Maxiell scored a career-high 24 points and Stokes had 15 points and 10 rebounds as the Bearcats beat No. 11 Oklahoma State 61-50, ending a three-game losing streak that was the talk of the town.
``I was getting gas and a police officer said, 'You can't lose four in a row,''' Stokes said. ``Everywhere you went, people were telling us we can't lose four in a row.''
No Cincinnati team has lost four in a row during Bob Huggins' 14 seasons as head coach. Banished from their plush locker room for poor effort during the slump, the Bearcats (14-6) came out determined to avoid infamy.
``Today was our Super Bowl,'' point guard Taron Barker said. ``It was do-or-die. If we'd have lost this game, we might as well have hung it up right there.''
Cincinnati's tight man-to-man defense sent Oklahoma State (18-3) into a second-half tailspin. The Cowboys missed 16 of their first 18 shots in the half, allowing the Bearcats to turn a one-point deficit into a 14-point lead.

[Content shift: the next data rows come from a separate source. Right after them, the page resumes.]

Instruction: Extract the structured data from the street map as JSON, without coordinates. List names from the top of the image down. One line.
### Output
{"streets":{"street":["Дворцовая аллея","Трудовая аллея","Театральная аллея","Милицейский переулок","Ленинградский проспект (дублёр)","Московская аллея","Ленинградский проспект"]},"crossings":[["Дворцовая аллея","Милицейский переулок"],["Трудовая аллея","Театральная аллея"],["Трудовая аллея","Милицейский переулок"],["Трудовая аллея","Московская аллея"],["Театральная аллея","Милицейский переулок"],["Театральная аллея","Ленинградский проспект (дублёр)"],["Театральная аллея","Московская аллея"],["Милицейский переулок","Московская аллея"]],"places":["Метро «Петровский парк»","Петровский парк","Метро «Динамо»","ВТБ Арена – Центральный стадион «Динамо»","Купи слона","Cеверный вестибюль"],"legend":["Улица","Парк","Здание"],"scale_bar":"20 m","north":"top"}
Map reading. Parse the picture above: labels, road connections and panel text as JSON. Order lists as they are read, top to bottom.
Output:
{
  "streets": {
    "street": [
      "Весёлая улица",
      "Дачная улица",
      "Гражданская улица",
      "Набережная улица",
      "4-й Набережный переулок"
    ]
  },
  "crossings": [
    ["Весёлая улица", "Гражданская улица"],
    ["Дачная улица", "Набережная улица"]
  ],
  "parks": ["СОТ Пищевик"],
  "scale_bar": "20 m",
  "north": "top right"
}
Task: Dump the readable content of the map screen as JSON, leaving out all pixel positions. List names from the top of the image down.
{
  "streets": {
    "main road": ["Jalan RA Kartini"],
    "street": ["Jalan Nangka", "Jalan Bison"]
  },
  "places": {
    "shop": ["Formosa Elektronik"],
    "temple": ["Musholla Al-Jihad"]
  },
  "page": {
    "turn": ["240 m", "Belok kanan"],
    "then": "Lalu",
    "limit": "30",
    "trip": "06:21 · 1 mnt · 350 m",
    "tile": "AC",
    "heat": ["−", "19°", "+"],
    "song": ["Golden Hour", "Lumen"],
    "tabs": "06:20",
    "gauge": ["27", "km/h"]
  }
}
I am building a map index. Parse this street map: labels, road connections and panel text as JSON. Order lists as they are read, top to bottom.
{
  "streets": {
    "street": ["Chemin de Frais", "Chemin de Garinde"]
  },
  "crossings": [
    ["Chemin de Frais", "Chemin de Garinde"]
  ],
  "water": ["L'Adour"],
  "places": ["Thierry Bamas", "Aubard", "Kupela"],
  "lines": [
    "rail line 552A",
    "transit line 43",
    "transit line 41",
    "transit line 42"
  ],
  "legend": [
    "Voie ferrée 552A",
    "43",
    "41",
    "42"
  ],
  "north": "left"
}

``We couldn't buy a basket and we couldn't play defense,'' said forward Andre Williams, who fouled out with only two points and three rebounds. ``I blame myself for a majority of it. I came out and played flat. I let my man score 24 points, a career high.''
Oklahoma State never got closer than nine points the rest of the way. The Cowboys shot a season-low 34 percent from the field, including 2-of-12 on 3-point attempts.
Point guard Victor Williams led Oklahoma State with 18 points, but had only two assists as the offense bogged down for a second straight game. The Cowboys shot only 38.6 percent from the field in a 63-55 victory over Kansas State on Wednesday.
``Victor did a very poor job running the ballclub,'' Oklahoma State coach Eddie Sutton said. ``We've regressed. I told them in the locker room: 'You aren't playing as well as you were two or three weeks ago. It's just poor execution. We don't cut hard and we don't screen as well as we should.``'
Two of the nation's top half-court defenses set a slog-it-out pace, with open shots hard to find. Cincinnati led 27-26 after a back-and-forth first half that featured two ties, 10 lead changes and no lead of more than five points.
Oklahoma State missed nine consecutive shots _ several from right under the basket _ and two free throws during the Bearcats' 14-point run early in the second half. Field Williams had two 3-pointers as Cincinnati went ahead 41-28 and was never seriously challenged again.
Cincinnati gives up only 58.9 points per game, eighth in the nation, and Oklahoma State allows 60.3. Maxiell was the only player on either team who could score consistently.
The 6-foot-7 power forward was 7-of-10 for 16 points in the first half, repeatedly hitting turnaround jumpers and close-up shots over taller defenders. Maxiell, who had 21 points in a loss at No. 5 Louisville on Wednesday, made seven of Cincinnati's 11 field goals in the half, keeping the Bearcats in the game.
With Oklahoma State's balky offense bogged down, Sutton went to a spread offense midway through the first half. It didn't work _ Oklahoma State got three shot clock violations in the half, two out of the spread offense.
``Cincinnati has a great defense, but we weren't capitalizing or scoring off our plays,'' said forward Ivan McFarlin, who fouled out with nine points and six rebounds. ``We had to settle for pick-and-rolls and the spread offense.''
Huggins also tried a few different things. At one point, he went to a zone defense for one possession, then had his team switch back to man-to-man.
The capacity crowd gave a loud ovation to reserve guard Tony Bobbitt, who quit Cincinnati's team, missed the loss at Louisville and was reinstated. Bobbitt got into the game with 5:50 left in the first half, and Huggins screamed at him for shoddy defense less than two minutes later.
Bobbitt missed both of his shots and was benched after shooting an air ball on a long 3-point attempt in the second half.